**Work to complete:** Begin at the top of the records below and print each line exactly until the line containing "-41px;filter:drop-shadow(0 1px 2px" has been printed; any pictures are to be left out.

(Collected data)
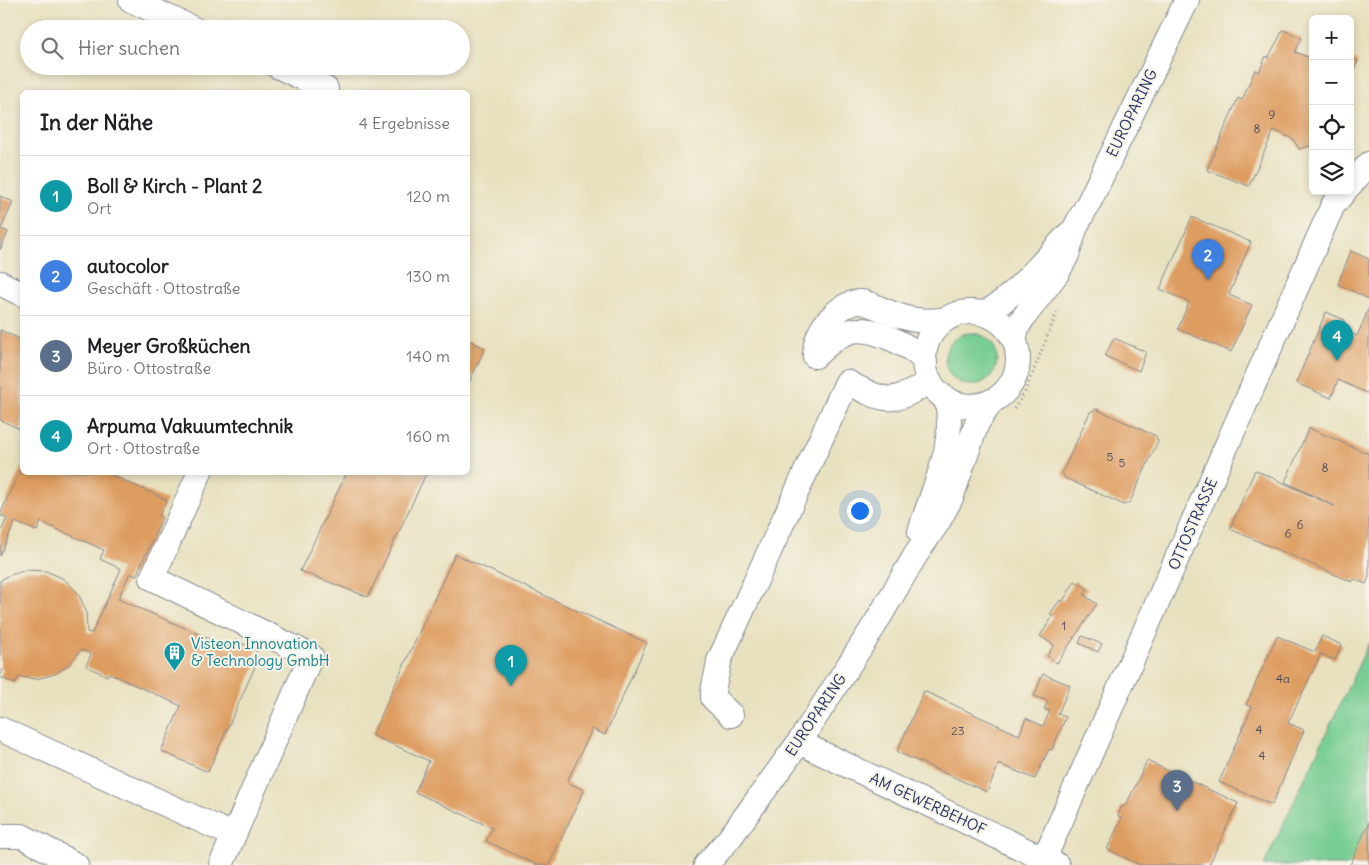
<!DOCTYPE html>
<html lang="de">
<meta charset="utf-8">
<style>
body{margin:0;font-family:Delius,sans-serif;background:#f2f2f2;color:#202124}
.controls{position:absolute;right:15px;top:15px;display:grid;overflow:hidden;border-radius:8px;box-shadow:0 2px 8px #0003}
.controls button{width:45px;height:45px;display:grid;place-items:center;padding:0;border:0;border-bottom:1px solid #e0e0e0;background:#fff;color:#202124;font:25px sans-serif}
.you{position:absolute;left:859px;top:510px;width:18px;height:18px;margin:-12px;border:4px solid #fff;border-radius:50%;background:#1a73e8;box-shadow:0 0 0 8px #1a73e833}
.badge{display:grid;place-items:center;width:32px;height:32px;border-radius:50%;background:#1a73e8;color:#fff;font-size:16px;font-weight:700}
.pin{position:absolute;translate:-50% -41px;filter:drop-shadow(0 1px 2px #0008)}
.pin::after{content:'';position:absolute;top:26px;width:18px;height:15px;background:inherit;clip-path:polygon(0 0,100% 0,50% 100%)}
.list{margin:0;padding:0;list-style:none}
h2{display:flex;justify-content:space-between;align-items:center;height:65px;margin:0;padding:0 20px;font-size:21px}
h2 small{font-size:16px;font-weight:400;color:#757577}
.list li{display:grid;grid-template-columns:32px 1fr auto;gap:15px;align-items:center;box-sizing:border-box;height:80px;padding:0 20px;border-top:1px solid #e0e0e0}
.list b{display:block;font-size:19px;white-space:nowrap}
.list p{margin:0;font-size:16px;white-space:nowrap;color:#757577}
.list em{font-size:16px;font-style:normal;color:#757577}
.icon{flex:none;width:28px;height:28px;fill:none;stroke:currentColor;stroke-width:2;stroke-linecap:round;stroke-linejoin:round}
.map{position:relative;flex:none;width:1369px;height:865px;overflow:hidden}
.search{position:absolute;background:#fff;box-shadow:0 2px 8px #0003;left:20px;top:20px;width:450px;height:55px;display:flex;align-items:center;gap:12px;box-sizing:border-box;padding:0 18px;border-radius:28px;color:#757577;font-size:19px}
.panel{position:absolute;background:#fff;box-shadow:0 2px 8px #0003;left:20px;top:90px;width:450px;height:385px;border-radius:8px}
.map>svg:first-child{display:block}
</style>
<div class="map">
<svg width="1369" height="865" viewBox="0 0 1369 865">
<rect width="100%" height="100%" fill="#f7f3e8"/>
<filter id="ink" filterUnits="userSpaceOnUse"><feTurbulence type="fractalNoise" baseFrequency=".02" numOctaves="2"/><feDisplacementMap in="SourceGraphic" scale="10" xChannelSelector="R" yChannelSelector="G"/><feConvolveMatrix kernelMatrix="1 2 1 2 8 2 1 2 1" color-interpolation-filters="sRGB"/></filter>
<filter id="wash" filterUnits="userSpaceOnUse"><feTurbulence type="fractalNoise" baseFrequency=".0096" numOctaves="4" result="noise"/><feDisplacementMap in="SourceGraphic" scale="20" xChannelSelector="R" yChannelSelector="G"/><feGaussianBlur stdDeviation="1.12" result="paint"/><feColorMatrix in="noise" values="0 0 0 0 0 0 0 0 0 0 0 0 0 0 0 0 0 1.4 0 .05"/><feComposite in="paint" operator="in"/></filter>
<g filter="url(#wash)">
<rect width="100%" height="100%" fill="#e8e1c0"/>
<g fill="#79ce93" stroke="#4a7e78">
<circle cx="971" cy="359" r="26"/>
<polygon points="1369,643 1369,865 1264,865"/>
</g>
<g id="blocks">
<g fill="#de9d61">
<polygon points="1283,30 1302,38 1295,52 1313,59 1313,148 1309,146 1299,149 1293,139 1274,130 1249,186 1207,170 1238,98 1242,100 1255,70 1259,72 1266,56 1268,58"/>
<polygon points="1350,58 1358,61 1350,79"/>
<polygon points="0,196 13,202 2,227 0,226"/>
<polygon points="1192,217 1251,242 1229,295 1252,305 1231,352 1178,329 1189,302 1160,289"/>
<polygon points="0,228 8,232 0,250"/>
<polygon points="1351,251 1369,259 1369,299 1338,284"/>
<polygon points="1369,308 1369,394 1338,380 1331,398 1296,383 1326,312 1345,320 1341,329 1357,336"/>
<polygon points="0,330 22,340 22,430 0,420"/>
<polygon points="1114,338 1146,352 1139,371 1105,356"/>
<polygon points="468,340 485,348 468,385"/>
<polygon points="1096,409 1156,436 1158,441 1130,502 1124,505 1065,478 1062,473 1090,412"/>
<polygon points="1309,428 1369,454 1369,577 1366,584 1354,579 1352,582 1230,529 1255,470 1334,506 1285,482"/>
<polygon points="22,465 22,472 105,472 167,500 159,516 162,518 136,576 130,573 118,599 231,648 235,640 257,650 253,658 258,660 208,772 161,751 181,706 109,673 107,676 86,666 91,654 81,650 70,664 55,674 37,679 19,677 15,684 0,677 3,670 0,667 0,581 7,576 26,570 46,571 64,579 78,593 86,611 87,632 92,633 121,569 100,559 104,550 41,522 37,531 15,522 0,556 0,534 7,518 0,515"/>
<polygon points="347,472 427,472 368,597 300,571"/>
<polygon points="455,554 647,643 605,735 592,729 567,782 584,790 549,865 537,865 486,841 492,828 415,792 429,761 372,735"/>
<polygon points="1075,581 1088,589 1084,595 1097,604 1057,663 1047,656 1054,645 1040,636 1053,616 1050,614 1060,600 1063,601"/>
<polygon points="1082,636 1102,644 1098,652 1079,643"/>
<polygon points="1277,636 1315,652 1322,636 1342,645 1335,660 1321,654 1288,723 1304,730 1272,805 1219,782 1252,707 1246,705"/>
<polygon points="1043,674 1070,685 1058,714 1066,717 1052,750 1049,749 1035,779 999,764 987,792 897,752 924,691 1019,735 1026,718 1043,726 1050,711 1044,709 1048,701 1034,696"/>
<polygon points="1147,761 1238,803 1209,865 1140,865 1107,849 1122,818 1118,816 1121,807 1126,805"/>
<polygon points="1369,822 1369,865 1350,865"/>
</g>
</g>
</g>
<g filter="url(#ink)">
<use href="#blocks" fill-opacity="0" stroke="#82888f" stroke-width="1"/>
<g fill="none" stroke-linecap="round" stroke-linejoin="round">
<defs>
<g id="minor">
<polyline points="131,0 194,29"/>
<polyline points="277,66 326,89"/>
<polyline points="1350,185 1369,164"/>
<polyline points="0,283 22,294"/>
<circle cx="971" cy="359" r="47"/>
<path d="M983,313C1009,304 1049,254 1070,233"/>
<polyline points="1014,338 1018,326 1023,318 1058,272 1067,255 1076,226 1089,202 1187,0"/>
<path d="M815,356C815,351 815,345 817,340C822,324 842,301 861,302C870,303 878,308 886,311C908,320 922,323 946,319"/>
<path d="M815,356C844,329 856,322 894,340C906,346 917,351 925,362"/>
<polyline points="200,472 152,578 311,656 221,865"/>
<path d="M920,532C932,489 958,444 946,398"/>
<path d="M731,715L713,698C712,685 718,675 719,661L847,382C887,403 892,405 930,381"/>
<polyline points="0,729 233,835"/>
<polyline points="800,741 815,750 1057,865"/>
<polyline points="0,836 22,836 76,865"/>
<polyline points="1044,859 1333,205 1345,191"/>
<polyline points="706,865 729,839 800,741 874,626 915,556 938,522 951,498 977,423 992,401"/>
</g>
</defs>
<use href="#minor" stroke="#82888f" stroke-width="26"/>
<polyline stroke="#82888f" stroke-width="3" stroke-dasharray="1 4" stroke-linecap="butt" points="1014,409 1025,392 1057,312"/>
<use href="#minor" stroke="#fff" stroke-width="24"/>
</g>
</g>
<defs>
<symbol id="building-pin" viewBox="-11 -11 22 30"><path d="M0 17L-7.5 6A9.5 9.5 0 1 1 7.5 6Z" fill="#0f9aa8" stroke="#f7f3e8"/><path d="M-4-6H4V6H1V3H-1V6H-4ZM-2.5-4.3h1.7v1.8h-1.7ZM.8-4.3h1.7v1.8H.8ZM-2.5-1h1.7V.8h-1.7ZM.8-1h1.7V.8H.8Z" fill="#fff"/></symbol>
</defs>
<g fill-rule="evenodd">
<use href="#building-pin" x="162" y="640" width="25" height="34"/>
</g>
<g text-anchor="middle" stroke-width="4" stroke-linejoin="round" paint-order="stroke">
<g font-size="12" fill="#4c4a5f">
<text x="1272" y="119">9</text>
<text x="1257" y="133">8</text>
<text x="1110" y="461">5</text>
<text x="1122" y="467">5</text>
<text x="1325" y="472">8</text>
<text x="1300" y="529">6</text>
<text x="1288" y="538">6</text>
<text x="1064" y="630">1</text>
<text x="1283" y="683">4a</text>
<text x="1259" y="734">4</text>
<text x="958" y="735">23</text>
<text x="1262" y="760">4</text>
</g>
<g font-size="15" fill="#1b2f5e" stroke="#f7f3e8">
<text transform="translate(1132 113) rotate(-64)" y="5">EUROPARING</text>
<text transform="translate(1193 524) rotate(-66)" y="5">OTTOSTRASSE</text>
<text transform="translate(816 715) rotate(-56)" y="5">EUROPARING</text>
<text transform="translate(928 804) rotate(25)" y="5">AM GEWERBEHOF</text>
</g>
<g font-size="15" fill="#0d838f" stroke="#f7f3e8" text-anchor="start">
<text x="191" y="649">Visteon Innovation<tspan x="191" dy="17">&amp; Technology GmbH</tspan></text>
</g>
</g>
</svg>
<div class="controls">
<button>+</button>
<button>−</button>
<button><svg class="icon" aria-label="locate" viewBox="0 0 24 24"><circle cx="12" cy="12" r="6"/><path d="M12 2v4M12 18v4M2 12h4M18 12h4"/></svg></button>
<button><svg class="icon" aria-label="layers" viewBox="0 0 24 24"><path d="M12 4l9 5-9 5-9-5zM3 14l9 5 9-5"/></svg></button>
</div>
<div class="you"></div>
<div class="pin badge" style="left:511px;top:686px;background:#0f9aa8">1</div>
<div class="pin badge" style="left:1208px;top:280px;background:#3f7fe0">2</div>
<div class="pin badge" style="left:1177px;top:811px;background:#5c6f8a">3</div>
<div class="pin badge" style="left:1337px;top:361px;background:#0f9aa8">4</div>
<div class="search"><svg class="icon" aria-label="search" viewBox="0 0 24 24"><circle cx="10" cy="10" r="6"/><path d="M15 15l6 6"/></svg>Hier suchen</div>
<section class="panel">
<h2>In der Nähe<small>4 Ergebnisse</small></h2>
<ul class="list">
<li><span class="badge" style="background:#0f9aa8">1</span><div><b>Boll &amp; Kirch - Plant 2</b><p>Ort</p></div><em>120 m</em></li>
<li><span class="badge" style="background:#3f7fe0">2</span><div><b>autocolor</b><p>Geschäft · Ottostraße</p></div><em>130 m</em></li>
<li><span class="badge" style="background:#5c6f8a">3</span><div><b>Meyer Großküchen</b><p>Büro · Ottostraße</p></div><em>140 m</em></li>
<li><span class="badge" style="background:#0f9aa8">4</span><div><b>Arpuma Vakuumtechnik</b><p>Ort · Ottostraße</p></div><em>160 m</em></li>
</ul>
</section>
</div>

**Expected output:**
<!DOCTYPE html>
<html lang="de">
<meta charset="utf-8">
<style>
body{margin:0;font-family:Delius,sans-serif;background:#f2f2f2;color:#202124}
.controls{position:absolute;right:15px;top:15px;display:grid;overflow:hidden;border-radius:8px;box-shadow:0 2px 8px #0003}
.controls button{width:45px;height:45px;display:grid;place-items:center;padding:0;border:0;border-bottom:1px solid #e0e0e0;background:#fff;color:#202124;font:25px sans-serif}
.you{position:absolute;left:859px;top:510px;width:18px;height:18px;margin:-12px;border:4px solid #fff;border-radius:50%;background:#1a73e8;box-shadow:0 0 0 8px #1a73e833}
.badge{display:grid;place-items:center;width:32px;height:32px;border-radius:50%;background:#1a73e8;color:#fff;font-size:16px;font-weight:700}
.pin{position:absolute;translate:-50% -41px;filter:drop-shadow(0 1px 2px #0008)}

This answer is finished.